### Your objective:
List all lines of the data that include the string "lists".

### Information provided:
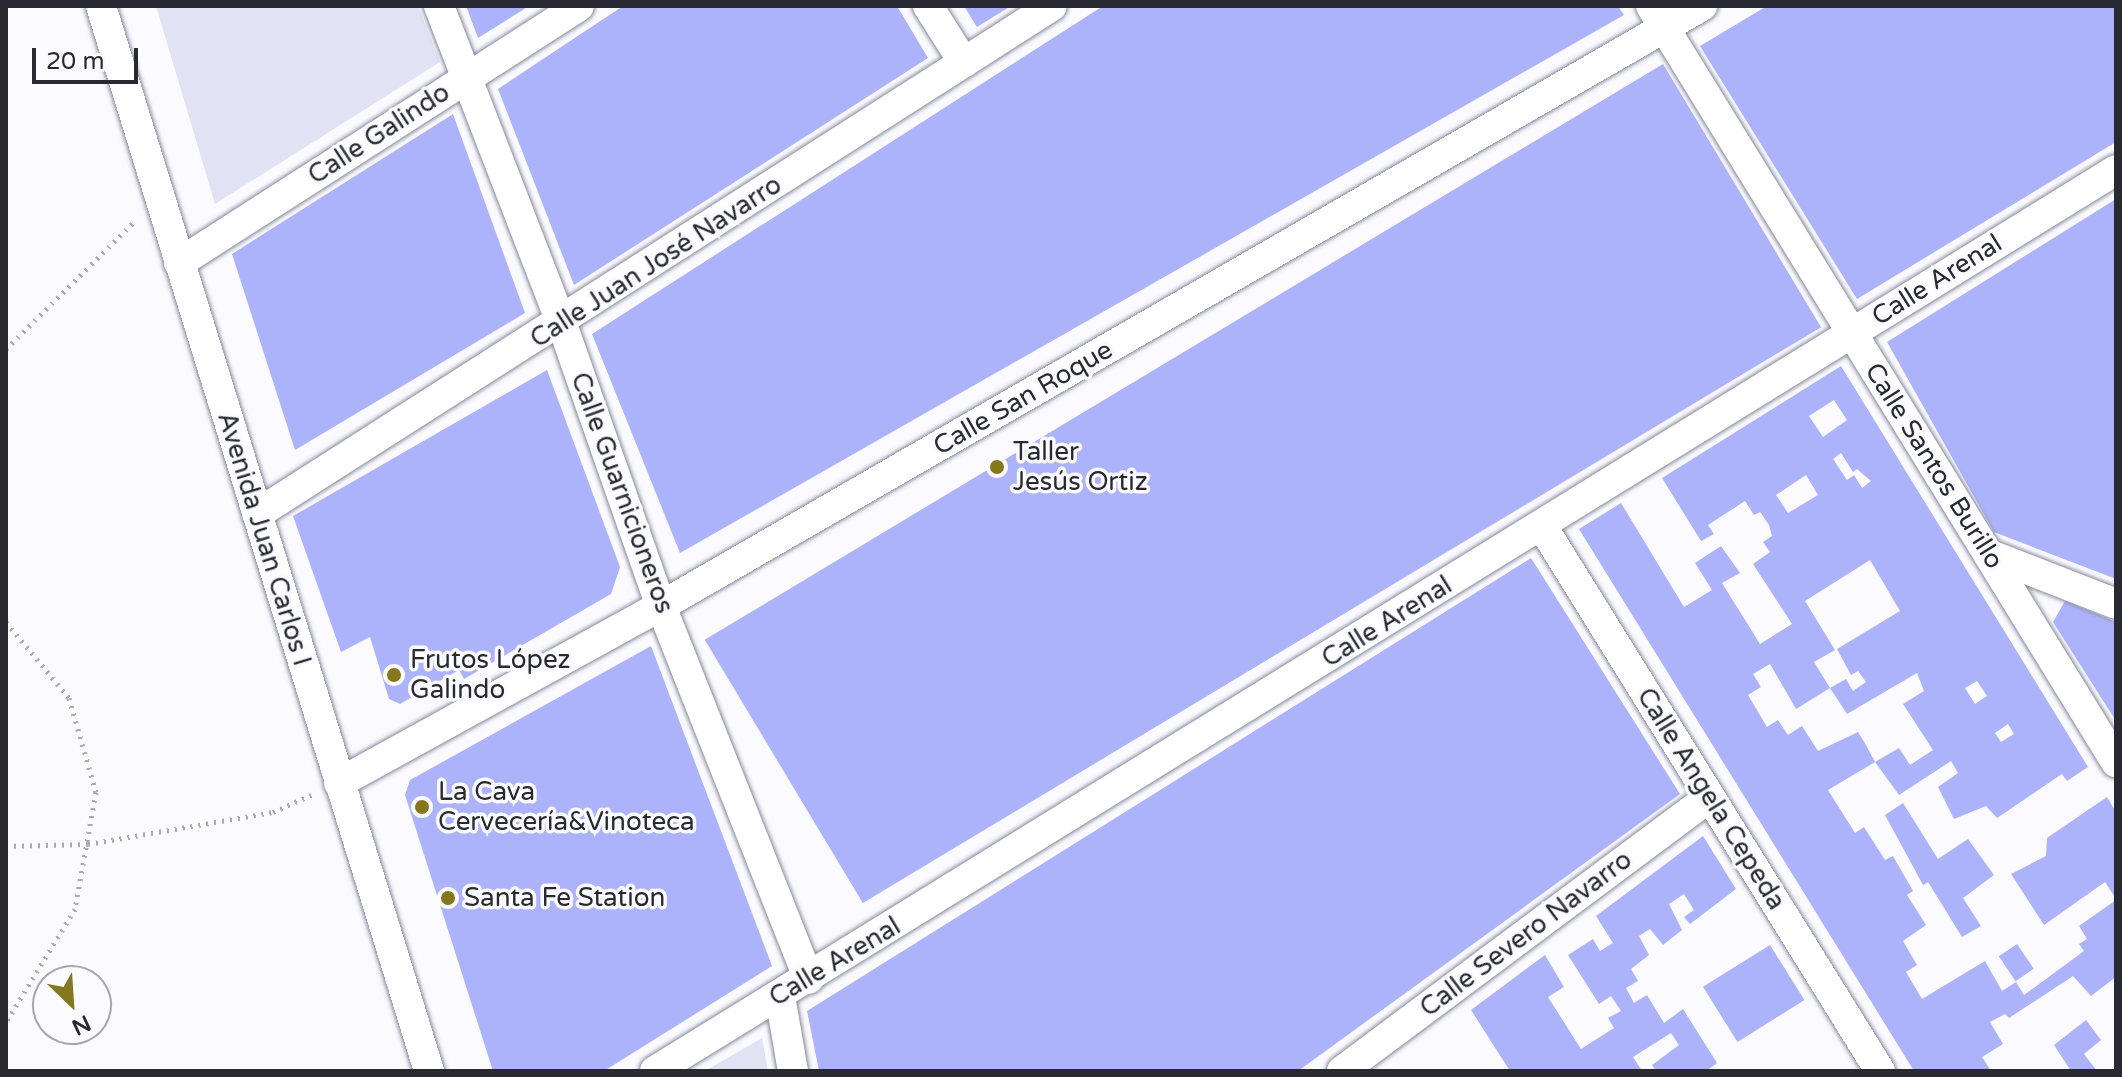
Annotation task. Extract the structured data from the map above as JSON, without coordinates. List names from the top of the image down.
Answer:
{
  "streets": {
    "street": [
      "Calle Galindo",
      "Calle Juan José Navarro",
      "Calle Arenal",
      "Calle San Roque",
      "Calle Santos Burillo",
      "Calle Guarnicioneros",
      "Avenida Juan Carlos I",
      "Calle Angela Cepeda",
      "Calle Severo Navarro"
    ]
  },
  "crossings": [
    ["Calle Galindo", "Calle Guarnicioneros"],
    ["Calle Galindo", "Avenida Juan Carlos I"],
    ["Calle Juan José Navarro", "Calle Guarnicioneros"],
    ["Calle Juan José Navarro", "Avenida Juan Carlos I"],
    ["Calle Arenal", "Calle Santos Burillo"],
    ["Calle Arenal", "Calle Guarnicioneros"],
    ["Calle Arenal", "Calle Angela Cepeda"],
    ["Calle San Roque", "Calle Santos Burillo"],
    ["Calle San Roque", "Calle Guarnicioneros"],
    ["Calle San Roque", "Avenida Juan Carlos I"],
    ["Calle Angela Cepeda", "Calle Severo Navarro"]
  ],
  "places": [
    "Taller Jesús Ortiz",
    "Frutos López Galindo",
    "La Cava Cervecería&Vinoteca",
    "Santa Fe Station"
  ],
  "scale_bar": "20 m",
  "north": "bottom right"
}
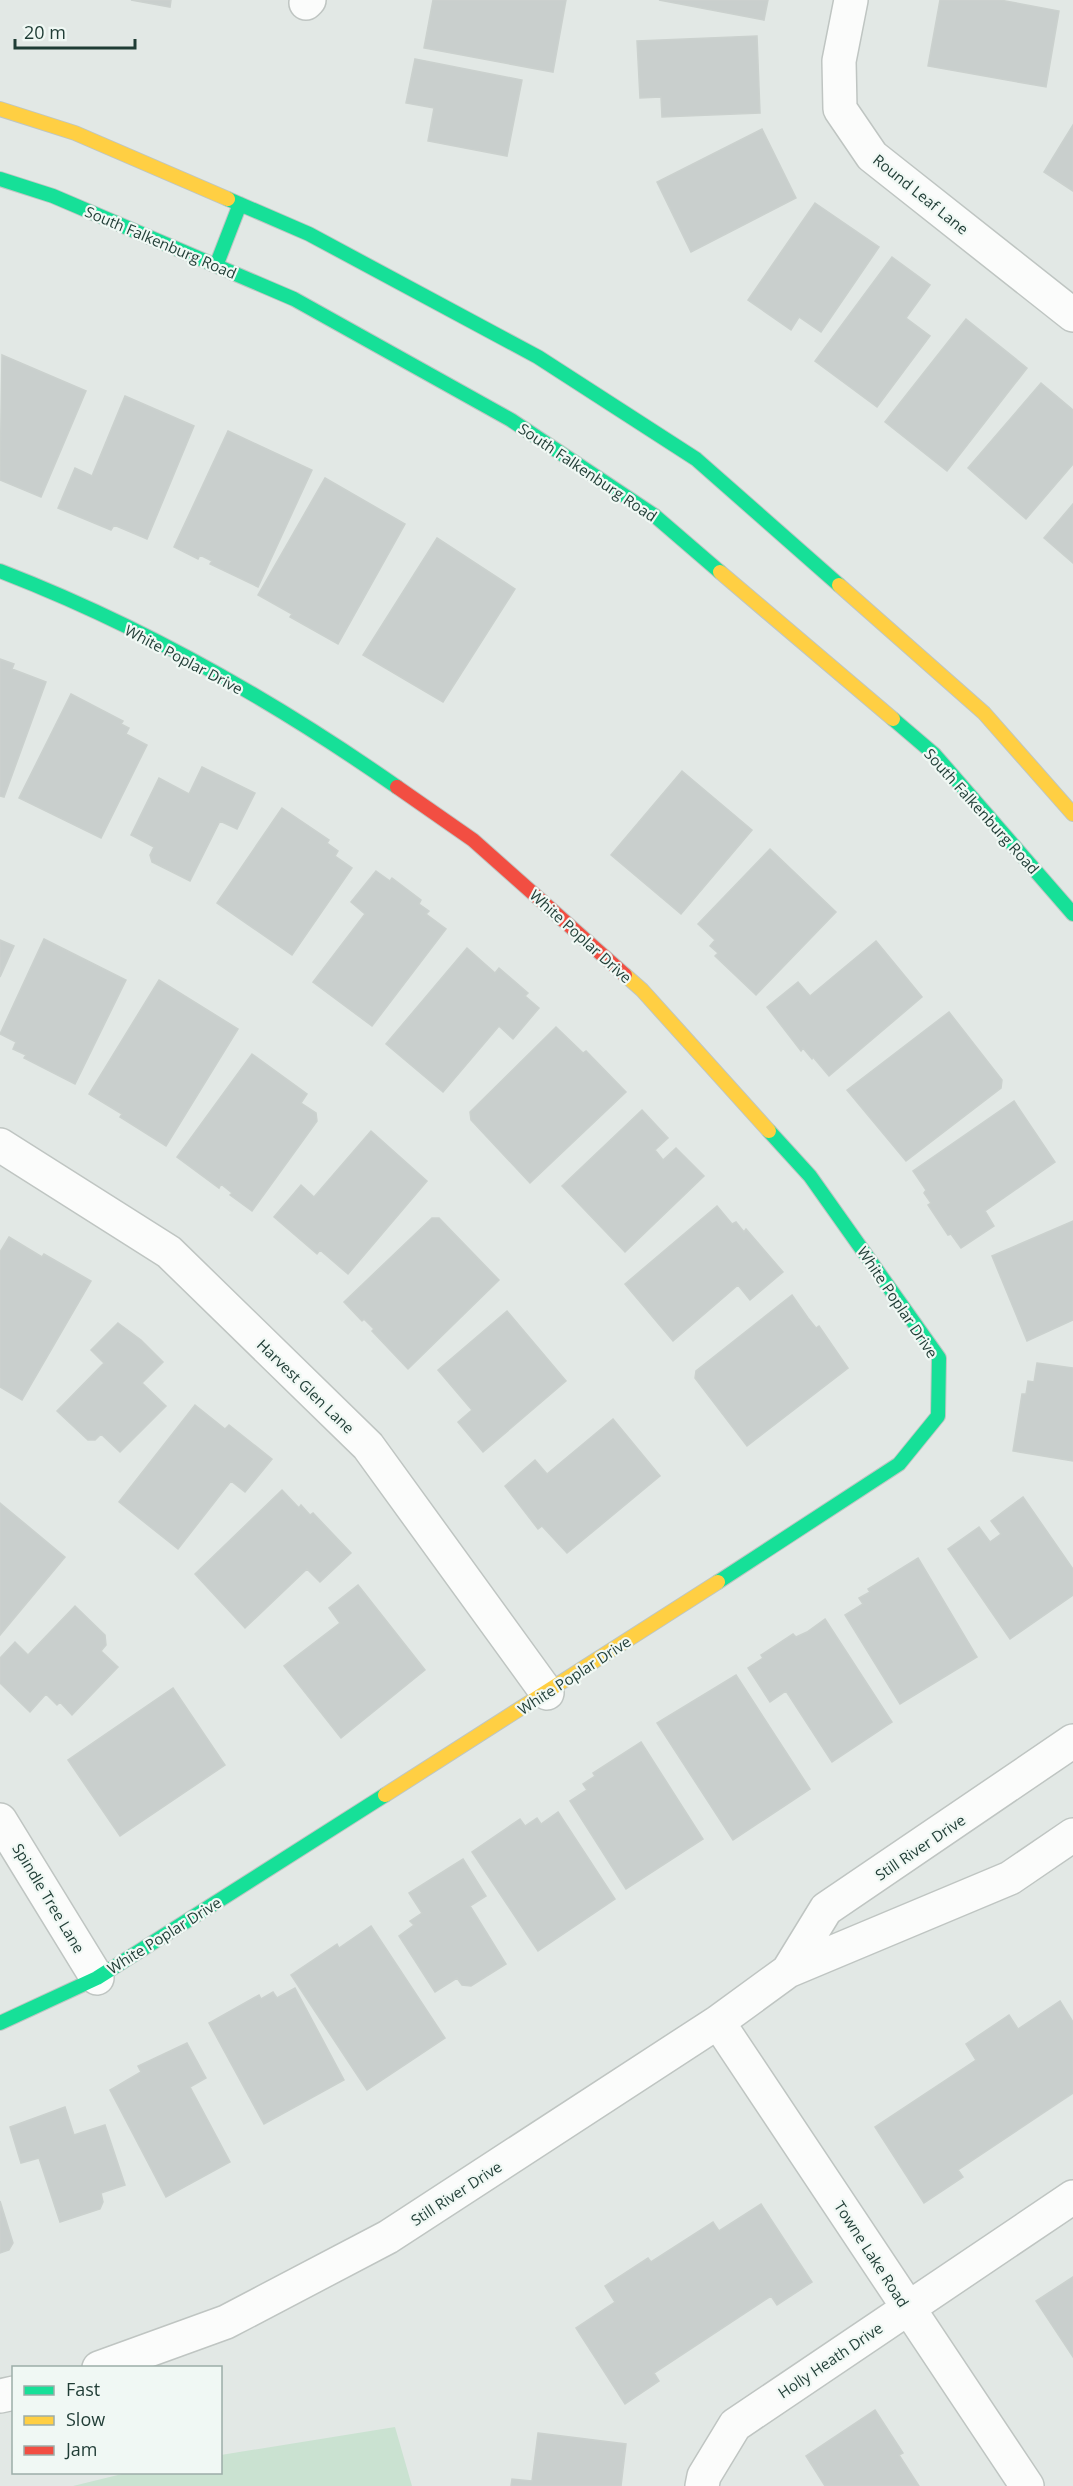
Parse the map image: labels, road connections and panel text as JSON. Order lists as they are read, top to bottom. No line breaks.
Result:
{"streets":{"street":["Round Leaf Lane","South Falkenburg Road","White Poplar Drive","Harvest Glen Lane","Still River Drive","Spindle Tree Lane","Towne Lake Road","Holly Heath Drive"]},"crossings":[["White Poplar Drive","Harvest Glen Lane"],["White Poplar Drive","Spindle Tree Lane"],["Still River Drive","Towne Lake Road"],["Towne Lake Road","Holly Heath Drive"]],"legend":["Fast","Slow","Jam"],"scale_bar":"20 m"}
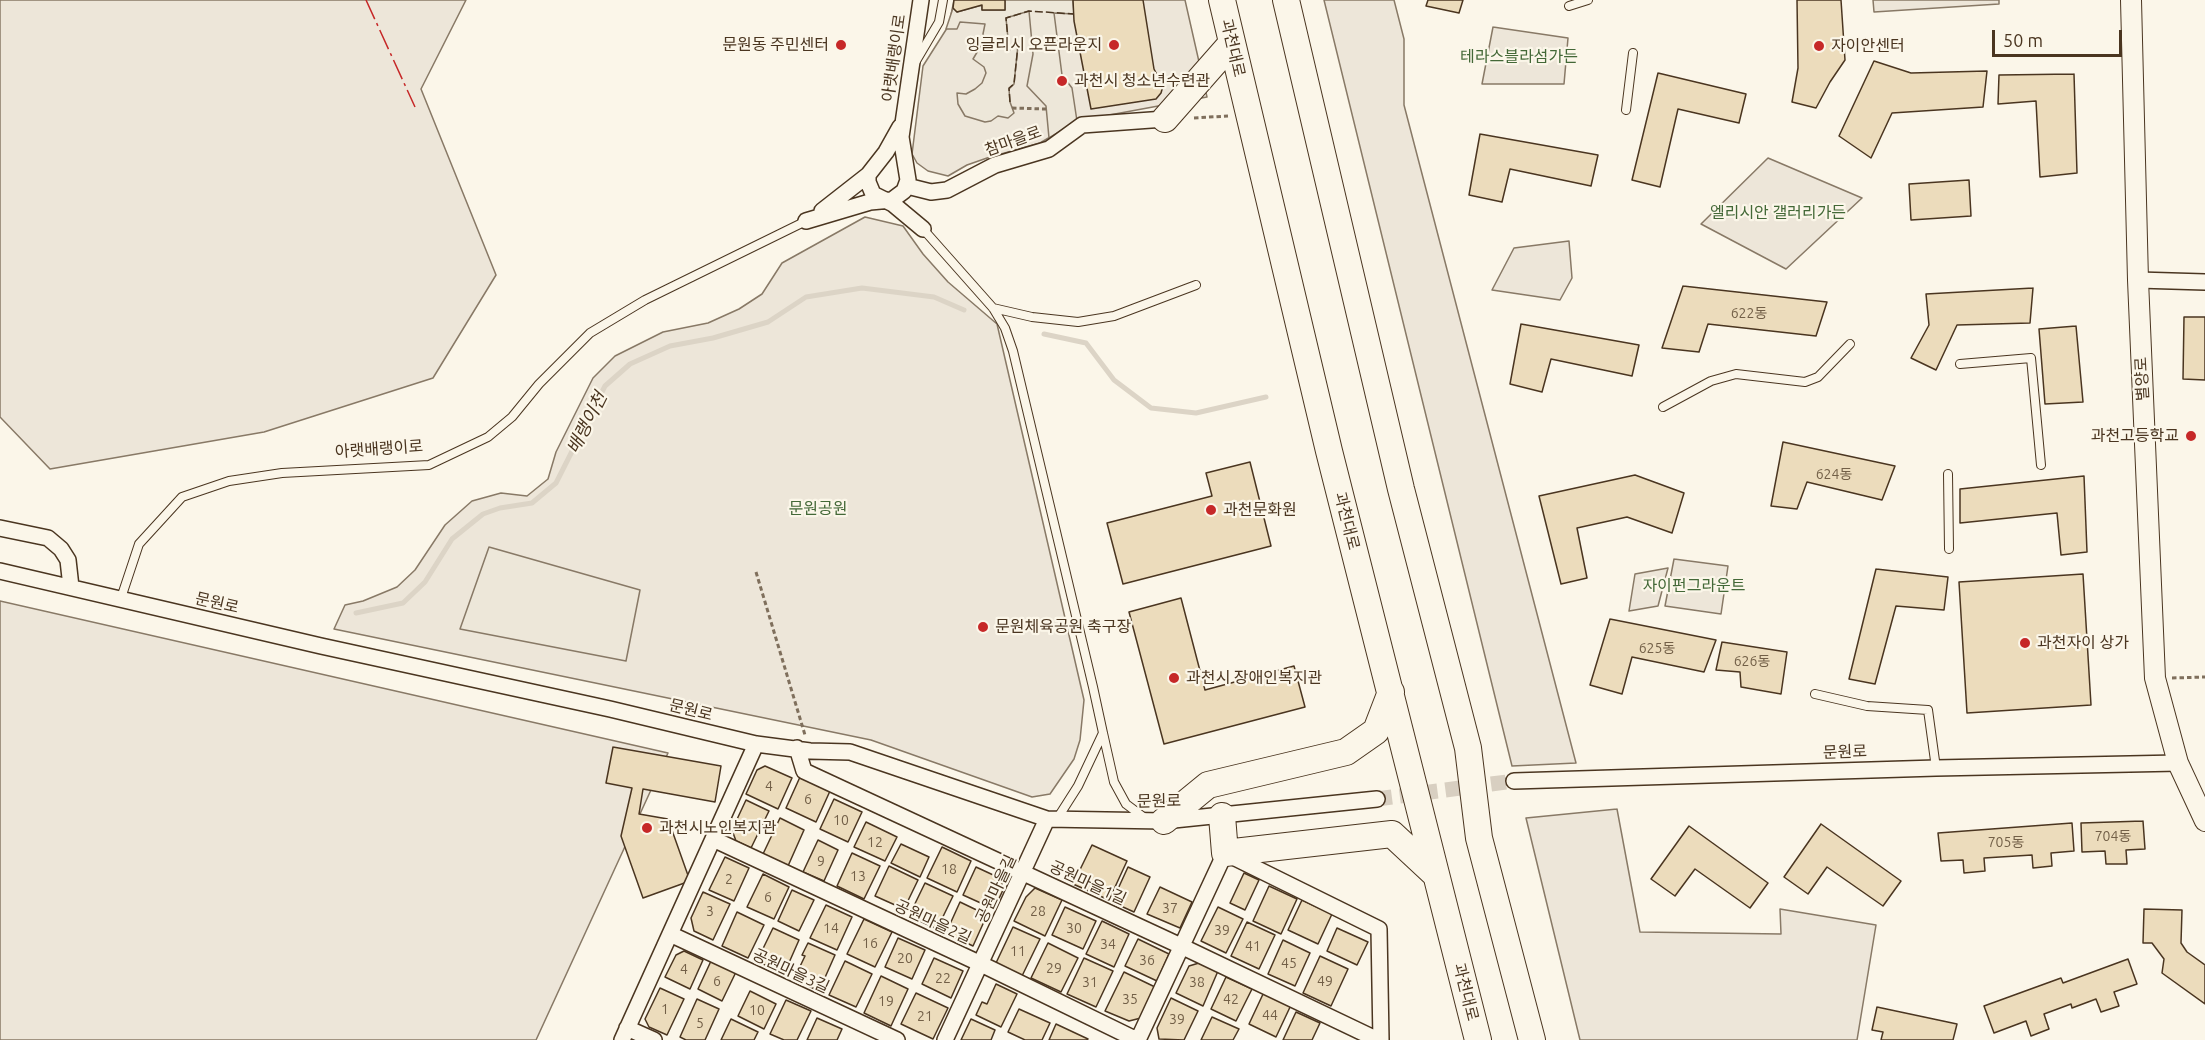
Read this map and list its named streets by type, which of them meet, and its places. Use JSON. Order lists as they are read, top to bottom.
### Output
{
  "streets": {
    "highway": ["과천대로"],
    "street": [
      "아랫배랭이로",
      "참마을로",
      "별양로",
      "문원로",
      "공원마을1길",
      "공원마을길",
      "공원마을2길",
      "공원마을3길"
    ]
  },
  "crossings": [
    ["아랫배랭이로", "문원로"],
    ["별양로", "문원로"],
    ["문원로", "공원마을1길"],
    ["문원로", "공원마을길"],
    ["공원마을1길", "공원마을길"],
    ["공원마을길", "공원마을2길"]
  ],
  "water": ["배랭이천"],
  "parks": [
    "테라스블라섬가든",
    "엘리시안 갤러리가든",
    "문원공원",
    "자이펀그라운트"
  ],
  "places": [
    "문원동 주민센터",
    "잉글리시 오픈라운지",
    "자이안센터",
    "과천시 청소년수련관",
    "과천고등학교",
    "과천문화원",
    "문원체육공원 축구장",
    "과천자이 상가",
    "과천시 장애인복지관",
    "과천시노인복지관"
  ],
  "house_numbers": [
    "622동",
    "624동",
    "625동",
    "626동",
    "4",
    "6",
    "10",
    "704동",
    "12",
    "705동",
    "9",
    "18",
    "13",
    "2",
    "6",
    "37",
    "3",
    "28",
    "14",
    "30",
    "39",
    "16",
    "34",
    "41",
    "11",
    "20",
    "36",
    "45",
    "29",
    "4",
    "22",
    "6",
    "49",
    "31",
    "38",
    "35",
    "42",
    "19",
    "1",
    "10",
    "44",
    "21",
    "39",
    "5"
  ],
  "scale_bar": "50 m"
}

### Completed exercise:
Parse the map image: labels, road connections and panel text as JSON. Order lists as they are read, top to bottom. No line breaks.
Read this map and list its named streets by type, which of them meet, and its places. Use JSON. Order lists as they are read, top to bottom.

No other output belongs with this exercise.